The inflammatory rhetoric generated a flurry of press and laid the foundation for the announcement that News Corp. would begin charging for its online content. Last year, he hired Jonathan Miller, the former CEO of AOL, who, along with Murdoch’s son James, is leading a team of senior executives to develop an online pay model while negotiating an accord with Google. The plan, which is still evolving, envisions bundling all of News Corp.’s newspaper content and partnering with other publishers to deliver it to mobile devices and the coming crop of tablets. James, according to executives involved in the discussions, believes readers will pay for bundled content like viewers pay for cable television. “It’s very much like a cable thing,” one News Corp. executive explained. “If 5 million people around the world are willing to pay, that changes the economics of the industry.”
Meanwhile, Miller has also been in talks with Microsoft about possibly pulling all of News Corp.’s content from Google and signing an exclusive distribution deal with Bing. And if talks with Google break down, Murdoch is readying a lawsuit against them. “He’s pretty tightly wound up over Google and has been ready to sue them,” says a senior media executive who recently conferred with Murdoch. “He doesn’t trust them at all.”
Murdoch’s defiance invited speculation that he had lost it. And continued trouble at his MySpace division furthers this view. “Digital is out of his comfort zone,” a former senior MySpace executive says. “It’s much more the Wild West. He gets the raw-competition part of it, but he’s never been in a place where the business model isn’t clear. The destruction is just happening so fast.”
“Hats off to Murdoch. He’s serious about print journalism. He’s the last guy standing who believes in it.” —Former Times Editor Joe Lelyveld
After Murdoch concluded his remarks on this month’s earnings call, the line was opened to journalists’ questions. The first came from a writer from the Guardian, the liberal British paper that is a vocal proponent of giving away its content on the web. “I wonder what you think of people who think that newspapers are sleepwalking into oblivion if they feel that they can buck an irreversible trend of content becoming free?”
“I think that sounds like b.s. to me,” Murdoch said.
“So you think that free-content strategy is not going to work?”
The operator called on the next reporter. This discussion was over.
As Murdoch shores up his barricades and directs his raiding parties, his ambitious adult children wait, often restively, for their chance to lead. Rupert, intentionally or not, hasn’t always made it easy for them. His daughter Prudence has never played a substantial role in the family business. In 2000, Elisabeth, unhappy at BSkyB, the British pay-television service in which Murdoch holds a 35 percent stake, left the company and branched out on her own. (Her firm, Shine, is a tremendously successful television production house.) Lachlan walked away from the throne in 2005, resigning as deputy COO of News Corp. after clashing with Roger Ailes and then–News Corp. president Peter Chernin, feeling that his father wouldn’t back him up.

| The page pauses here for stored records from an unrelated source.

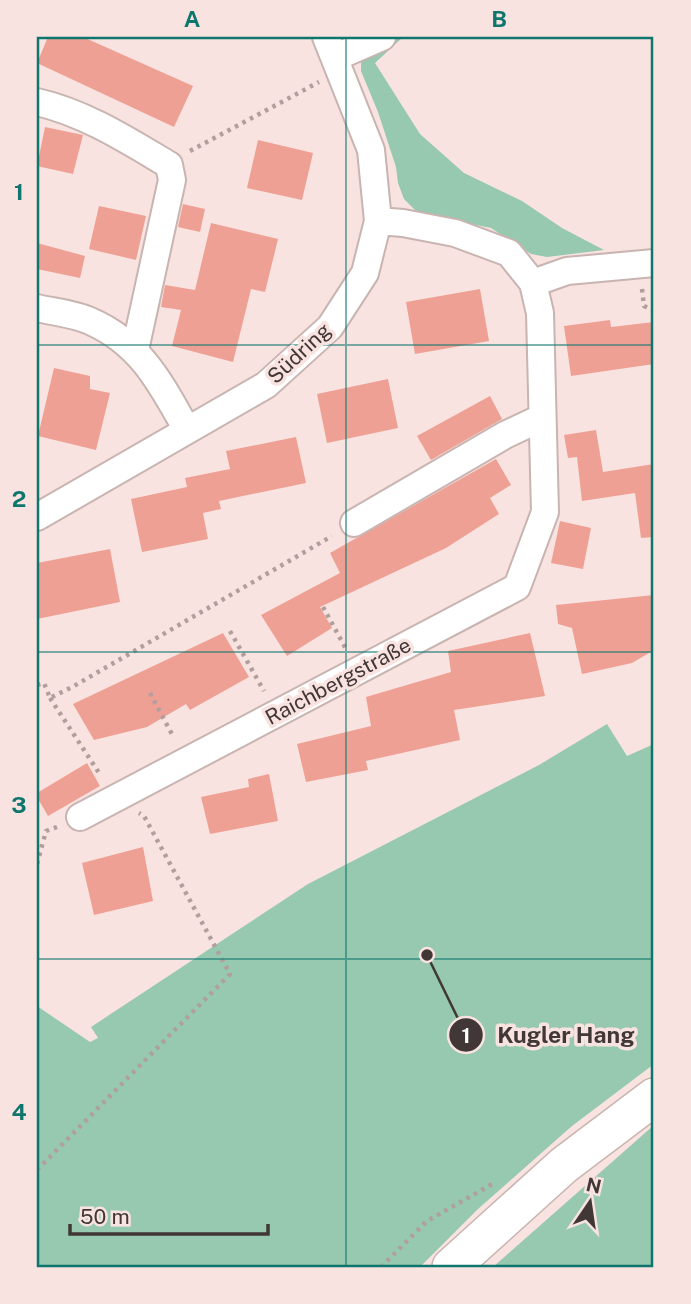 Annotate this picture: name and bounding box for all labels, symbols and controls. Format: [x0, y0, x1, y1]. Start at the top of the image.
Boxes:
text: A [184, 5, 201, 32]
text: B [491, 5, 507, 32]
text: 1 [14, 178, 24, 205]
street label: Südring [262, 317, 336, 389]
text: 2 [12, 485, 26, 512]
street label: Raichbergstraße [261, 632, 415, 730]
text: 3 [11, 791, 27, 818]
callout: Kugler Hang [449, 1013, 649, 1057]
text: Kugler Hang [497, 1021, 635, 1048]
text: 1 [462, 1023, 471, 1048]
text: 4 [11, 1098, 27, 1125]
north arrow [554, 1168, 624, 1238]
text: N [584, 1173, 604, 1198]
scale bar [70, 1192, 268, 1236]
text: 50 m [80, 1204, 130, 1229]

That leaves James as heir apparent. James became aware of the pressures of being a Murdoch from a young age and developed a suspicion of the press. As a 15-year-old intern at the Sydney Mirror, one of Murdoch’s papers, he was photographed dozing on a couch during a press conference. The rival Sydney Morning Herald trumpeted the photo on its front page the following day. Born in London and raised in New York, James had a peripatetic childhood. He attended Horace Mann, an intellectual hothouse filled with children of New York’s elite, yet he never made much of his family’s famous name, preferring an outsider, artist persona. James was into music and wore long black wool trench coats and Chuck Taylors. He bleached his hair blond. “He was that type in the John Hughes movie that was the really cool, aloof guy,” a schoolmate recalls.

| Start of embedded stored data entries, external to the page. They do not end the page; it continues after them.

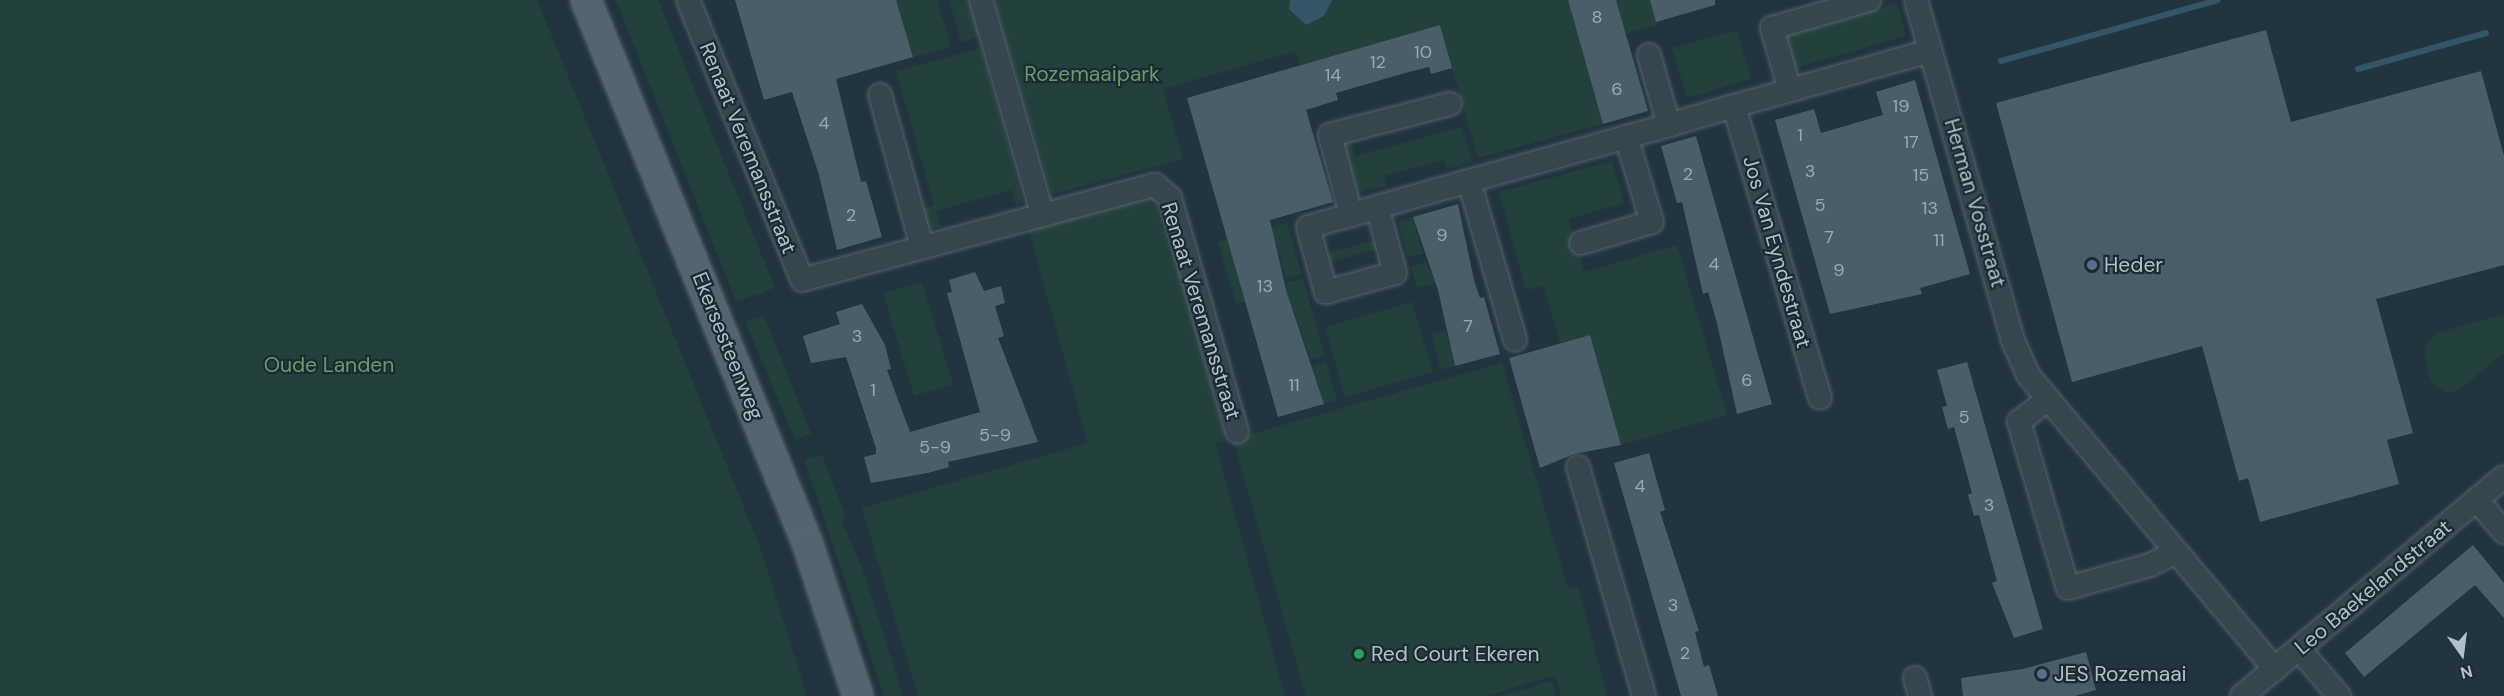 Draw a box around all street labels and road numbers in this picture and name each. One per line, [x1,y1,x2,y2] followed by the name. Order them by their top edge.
[694,39,802,257] street label: Renaat Veremansstraat
[1939,116,2011,290] street label: Herman Vosstraat
[1738,153,1816,351] street label: Jos Van Eyndestraat
[1156,199,1246,423] street label: Renaat Veremansstraat
[687,268,769,424] street label: Ekersesteenweg
[2290,514,2456,660] street label: Leo Baekelandstraat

James studied film at Harvard and briefly roomed with Jesse Angelo, who would go on to become managing editor of the New York Post. But James dropped out shortly before graduating and, along with a pair of Horace Mann classmates, launched Rawkus, a hip-hop label that put out groundbreaking acts like Mos Def and Talib Kweli. For a moment, it looked like James would pursue a career outside the family empire.
But Rupert lured him back. In 1996, he bought Rawkus and installed James to run News Corp.’s fledgling dot-com ventures. James became something of an evangelist for the Internet. He inhabited the image of a new-media intellectual, favoring tailored black suits and thick-framed glasses. An interviewer for The Industry Standard in a 1999 profile noted that a copy Don DeLillo’s Underworld and the latest issue of Granta were in plain view in James’s Chelsea offices. But when the dot-com bubble burst in 2000, News Corp. gutted its Internet division. The leftover furniture was transferred to its book publisher HarperCollins.